在陣亡了萬餘人之後,薩摩可終於是反應過來,開始指揮山嶽軍進行反擊,然而,這個時候的山嶽軍已經混亂不堪,只有薩摩可身邊的親兵還捏緊兵器,但是也是沒有絲毫進攻的慾望。
“大人饒命,小人只是聽命行事。”一名山嶽軍見到一名黑翼騎兵朝著自己衝了過來,連忙是從戰馬上一滾而下,趴在地上便是拜伏在那黑翼騎兵的馬前。然而,那黑翼騎兵卻是看都沒有看他一眼,只見銀光一閃,那山嶽軍胸前的甲冑就開始片片碎裂,隨後,他便是倒在了地上,身體被無數戰馬鐵蹄碾過。
“殺!”黑翼騎兵都是提著長槍,看到山嶽軍便是衝上去,掄起杆子就是狠狠地砸上去,黑翼騎兵手中的戈矛杆子質量都極好,根本不用擔心斷裂之類的事情。山嶽軍一看到黑翼騎兵衝過來,都是兩股戰戰,根本提不起一點戰意,戰場之上放眼望去,山嶽軍要不就是人仰馬翻,要不就是看見黑翼騎兵就跑。
劉睿這個時候也是和尉遲恭率領著他們手下的黑翼騎兵加入了戰局,劉睿進入戰局以來,就一直在尋找著薩摩可的身影,但是,在這種大混戰之中,劉睿根本就看不到薩摩可究竟在什麼地方,只能看到漫天都是流矢,到處都是慘叫,還有山嶽軍的驚恐面容,以及黑翼騎兵亮晃晃的兵器以及山嶽軍胡亂揮舞著的手臂。
血霧漫天飛舞,劉睿已經有一段時間沒有見過這種慘烈的肉搏戰了,之前在面對栗腹和樂靖的十萬大軍的時候,大多燕軍都是對劉睿進行了投降,根本就沒有進行什麼戰鬥。

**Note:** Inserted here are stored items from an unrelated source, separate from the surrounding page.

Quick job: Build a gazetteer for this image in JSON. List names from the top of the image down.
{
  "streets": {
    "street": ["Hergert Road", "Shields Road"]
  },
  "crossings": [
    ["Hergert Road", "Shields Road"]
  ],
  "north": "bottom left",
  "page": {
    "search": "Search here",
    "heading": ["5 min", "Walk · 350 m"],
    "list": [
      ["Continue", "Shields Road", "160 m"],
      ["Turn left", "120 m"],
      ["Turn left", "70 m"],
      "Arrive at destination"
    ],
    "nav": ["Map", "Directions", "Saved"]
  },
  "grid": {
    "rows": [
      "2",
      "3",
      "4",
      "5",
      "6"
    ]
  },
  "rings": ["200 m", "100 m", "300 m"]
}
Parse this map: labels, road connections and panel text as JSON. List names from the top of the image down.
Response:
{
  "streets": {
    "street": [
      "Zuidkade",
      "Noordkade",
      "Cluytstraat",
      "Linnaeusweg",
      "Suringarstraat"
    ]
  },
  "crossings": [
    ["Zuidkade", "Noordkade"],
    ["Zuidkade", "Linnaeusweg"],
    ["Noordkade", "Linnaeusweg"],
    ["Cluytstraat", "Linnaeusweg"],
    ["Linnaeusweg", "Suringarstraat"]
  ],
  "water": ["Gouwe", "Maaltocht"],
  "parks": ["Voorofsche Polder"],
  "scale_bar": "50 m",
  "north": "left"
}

而現在,山嶽軍很多都不知道投降是什麼東西,即使是扔掉了兵器,黑翼騎兵也不知道山嶽軍的用意,只能一概殺過去。
“主公,前面就是那薩摩可!”尉遲恭氣喘吁吁地策馬跑到了劉睿的身邊,他手中的大斧上血跡斑斑,甚至還沾著幾塊山嶽軍破爛的甲冑。
劉睿順著尉遲恭的手指的方向定睛一看,果然是看到了薩摩可的大旗正在緩緩朝著那邊移動,心中不禁一動,便是快速策馬朝著那邊衝了過去。

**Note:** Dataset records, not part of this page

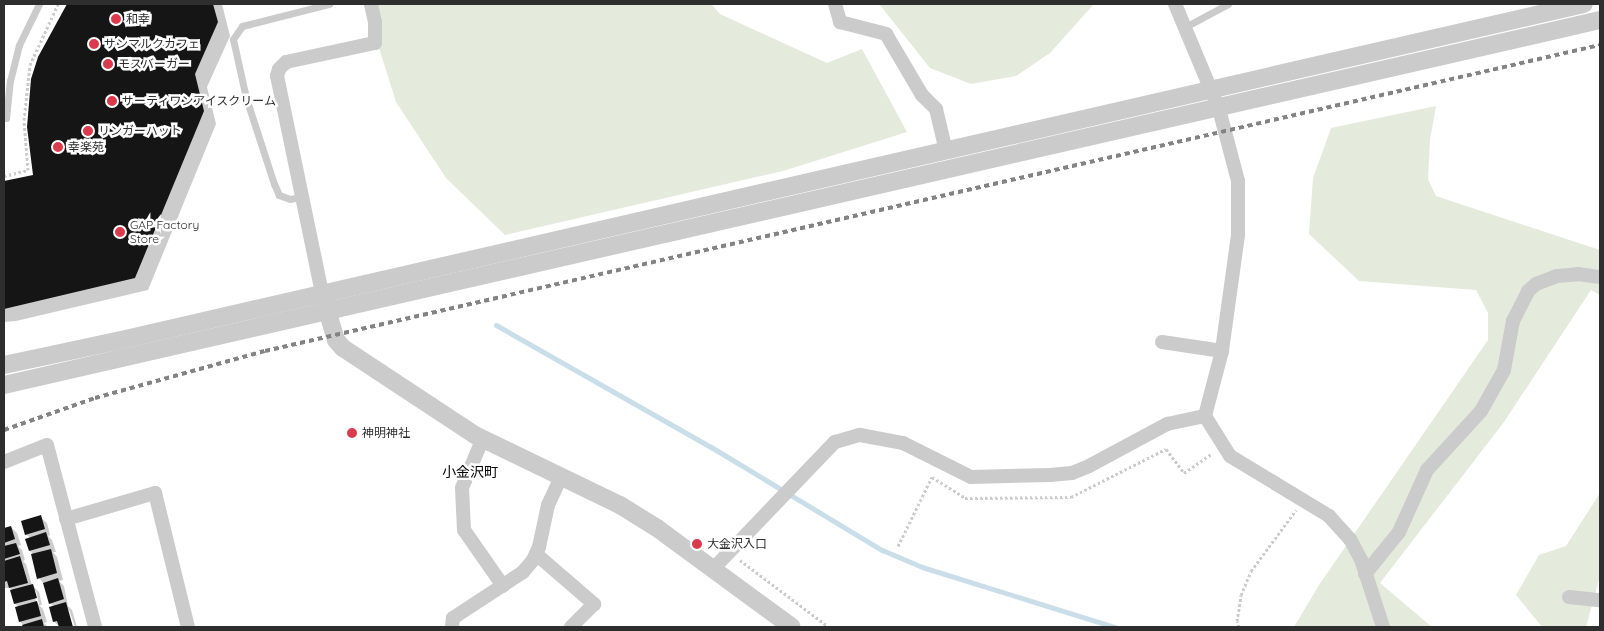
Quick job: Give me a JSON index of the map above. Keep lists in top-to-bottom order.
{
  "districts": ["小金沢町"],
  "places": [
    "和幸",
    "サンマルクカフェ",
    "モスバーガー",
    "サーティワンアイスクリーム",
    "リンガーハット",
    "幸楽苑",
    "GAP Factory Store",
    "神明神社",
    "大金沢入口"
  ]
}
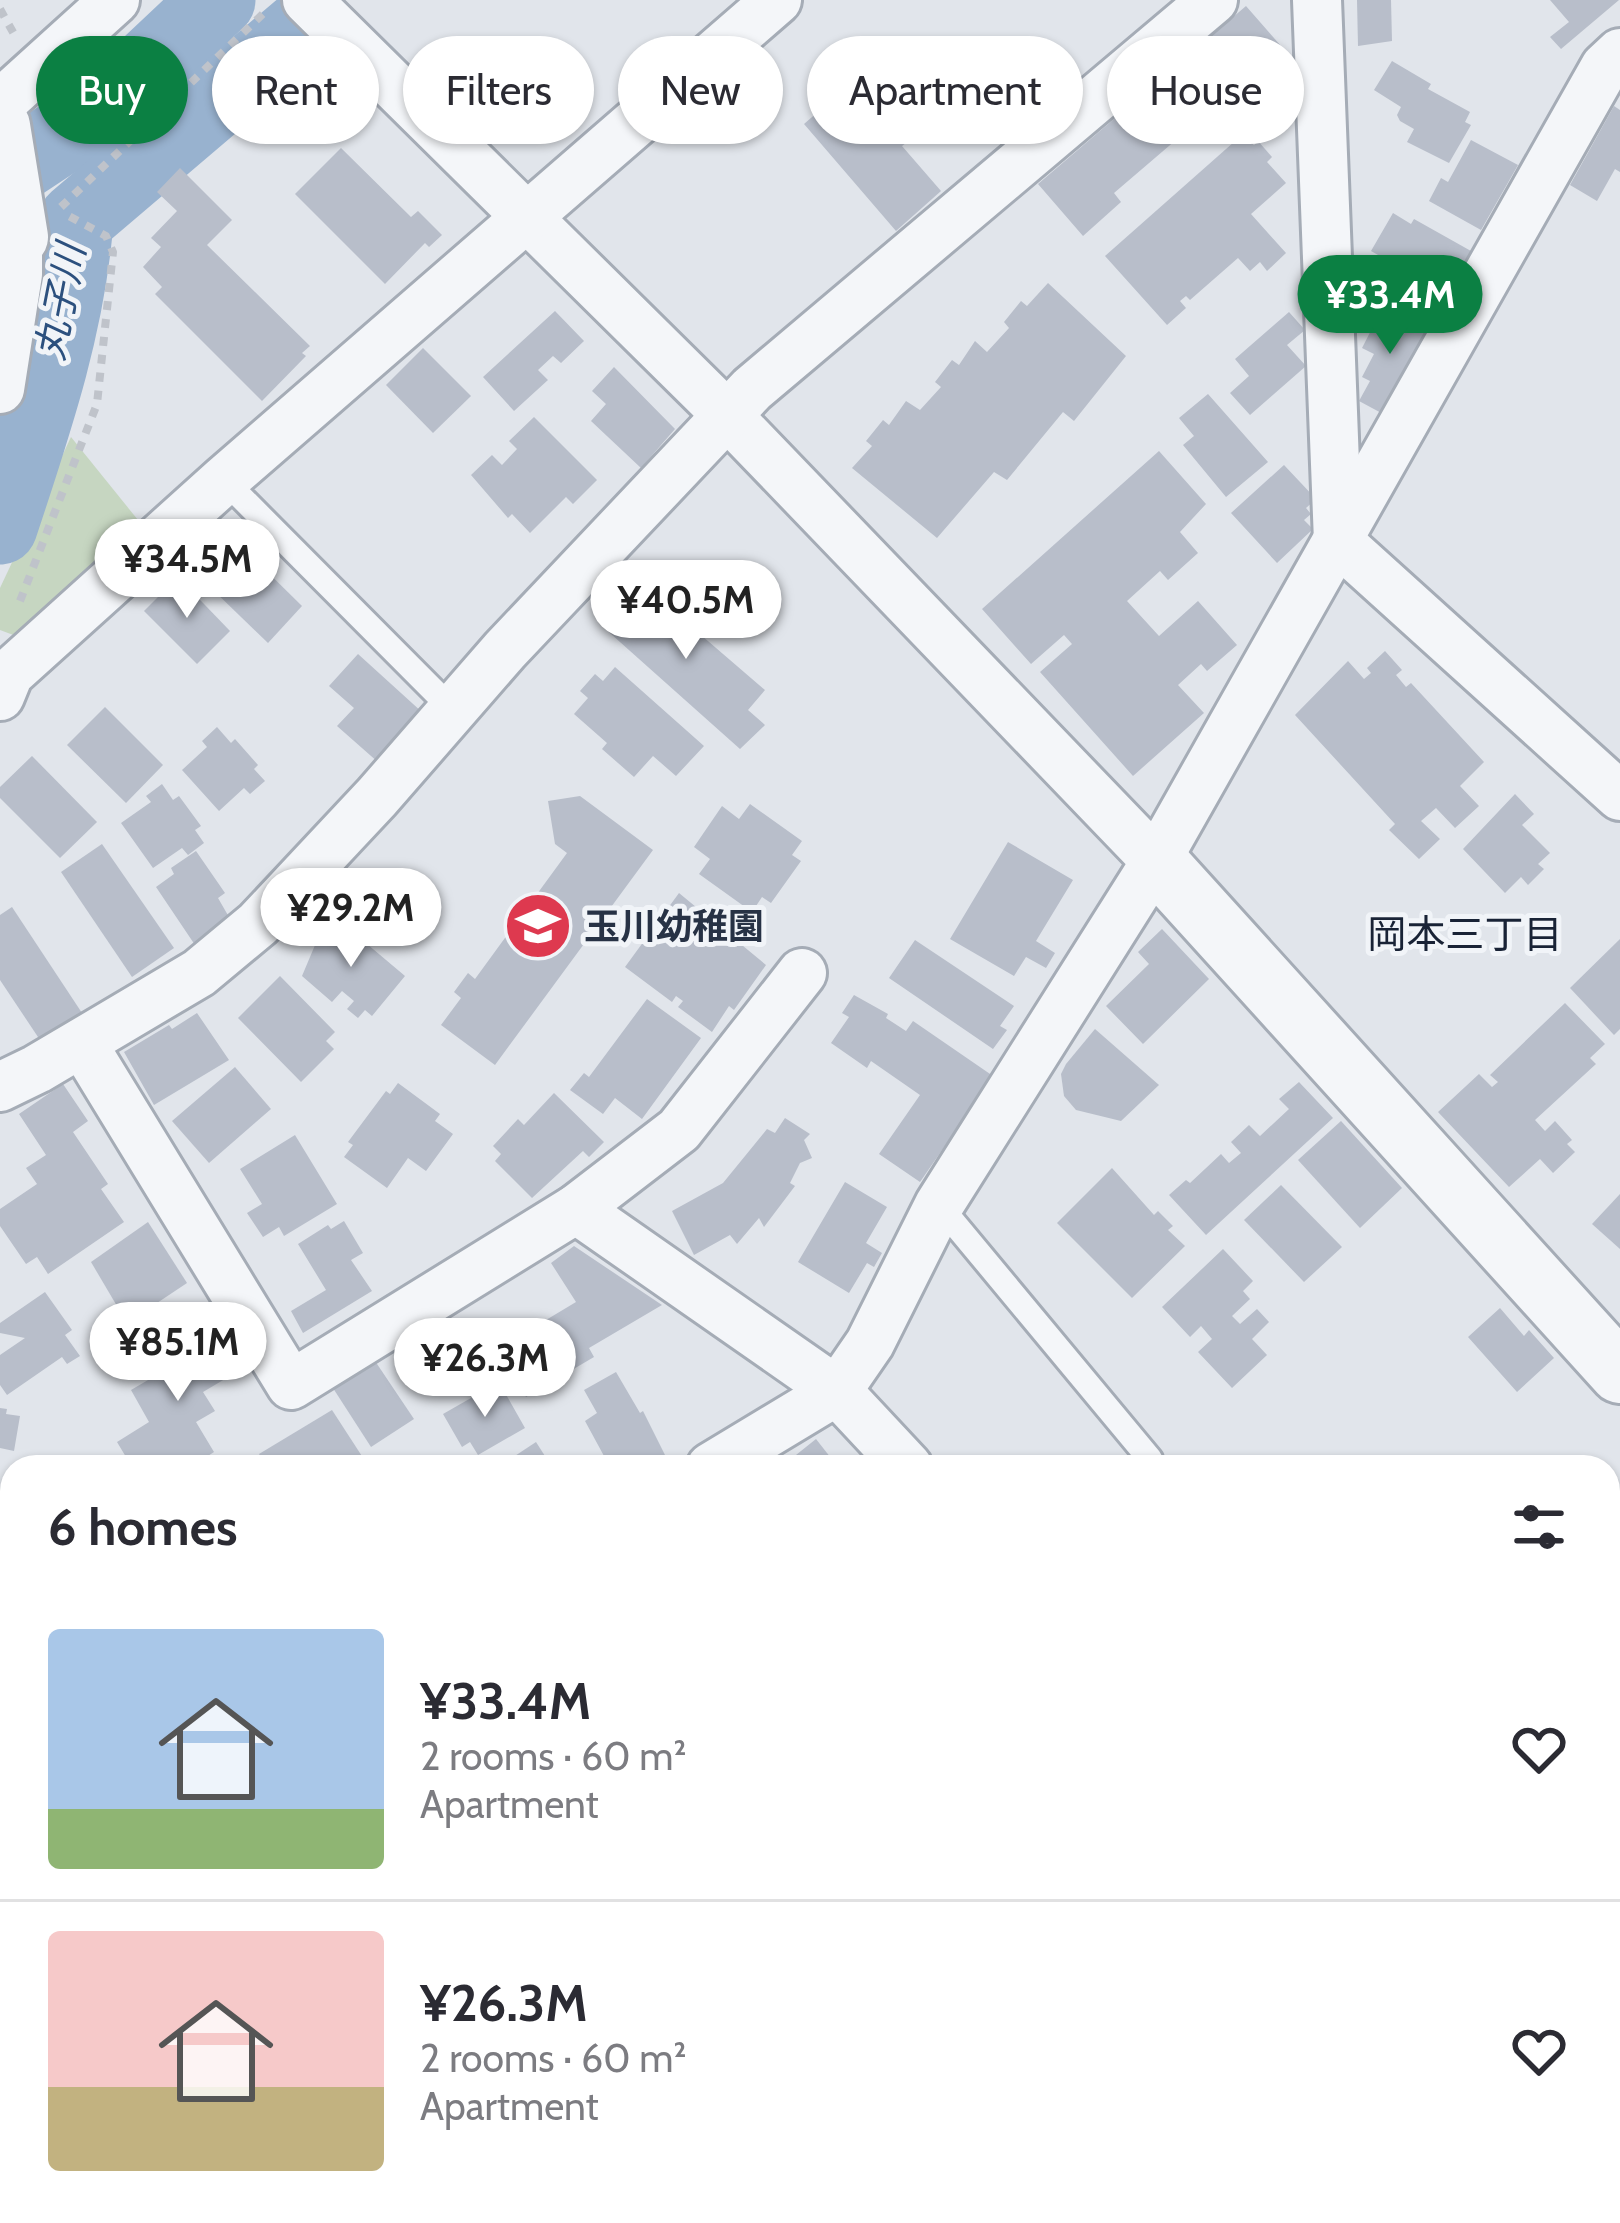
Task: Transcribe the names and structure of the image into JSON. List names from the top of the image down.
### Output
{
  "districts": ["岡本三丁目"],
  "water": ["丸子川"],
  "places": {
    "school or university": ["玉川幼稚園"]
  },
  "page": {
    "chip": [
      "Buy",
      "Rent",
      "Filters",
      "New",
      "Apartment",
      "House"
    ],
    "price": [
      "¥33.4M",
      "¥34.5M",
      "¥40.5M",
      "¥29.2M",
      "¥85.1M",
      "¥26.3M"
    ],
    "heading": "6 homes",
    "list": [
      {
        "name": "¥33.4M",
        "note": "2 rooms · 60 m² · Apartment"
      },
      {
        "name": "¥26.3M",
        "note": "2 rooms · 60 m² · Apartment"
      }
    ]
  }
}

“快逃啊!”一眾山嶽軍見到劉睿策馬衝了過來,都是緊張不已,拼命拍馬想要逃竄,不料劉睿根本就沒有理會他們,卻是直接朝著薩摩可那邊衝了過去。
“薩摩可統領不要走,且等我留你喝兩杯!”劉睿果然是遠遠地看了那旗幟下薩摩可倉皇的身影,不由得哈哈大笑道,“不知道薩摩可統領之前的傲氣到哪裡去了,為什麼現在要開始這麼拼命地逃竄了。”
薩摩可見到劉睿追了上來,頓時是驚駭不已,拼命地驅趕著自己的戰馬,想要讓他再跑快一些,但是,山嶽民族的戰馬可是比不上劉睿座下的寶馬,所以,劉睿很快就拉近了與薩摩可之間的距離。薩摩可回頭一看,更加驚懼,又是加快了速度。
然而,薩摩可的加速在劉睿面前也是徒勞,眼見劉睿就要追上來,薩摩可咬了咬牙,對身邊的一個親兵吼道:“你去,把劉睿給我攔下來,攔不下來我現在就斬了你!”
“首領……”那親兵聽到薩摩可的話,頓時是驚慌不已,劉睿之前在山嶽軍前和薩摩可一戰,那場面早就在薩摩可身邊的親兵的心中留下了深刻的印象。現在薩摩可想要讓這親兵去對付劉睿,這在親兵的眼中就和送死沒有區別。
“快去!你是首領還是我是首領!”薩摩可揮舞著狼牙棒,厲聲對他的親兵吼道。
親兵無奈,只能勒馬駐足,而薩摩可見只有一人停下來,估計還是擋不住劉睿的腳步,又是指派了一隊親兵停下阻攔劉睿,只在自己身邊留下了一名心腹士兵。
“薩摩可竟然讓你們這些人來阻攔我?”劉睿見到面前的一隊親兵,臉上露出了一絲冷笑。
“劉睿你找死!”一眾親兵雖然對於劉睿極其恐懼,但是,他們對薩摩可的恐懼更甚,所以,他們直接提著手中的兵器就朝著劉睿衝了過來。
“僅僅憑著一腔血氣,就想要和我一戰?”劉睿有些不屑地冷哼一聲,竟是將手中的長槍收了起來,緩緩拿出了背在背後的長弓,彎弓搭箭,瞄準了衝在最前面的那個親兵。
只聽那親兵一聲驚叫,他的喉嚨就已經被一支大鐵箭給釘穿,整個人也就從馬上掉了下去,再也沒有了呼吸,其他的親兵見到這個場面,心中的驚懼更甚,竟是都放緩了步伐。
而劉睿並不會因為那些親兵放緩了步伐而停手,他們都不是什麼無辜之人,這些山嶽軍在強盛的時候可是沒少劫掠燕國的城池,他們手上,都是沾了不少漢人老百姓的鮮血,所以劉睿殺起他們來,可以說是沒有絲毫的心理負擔。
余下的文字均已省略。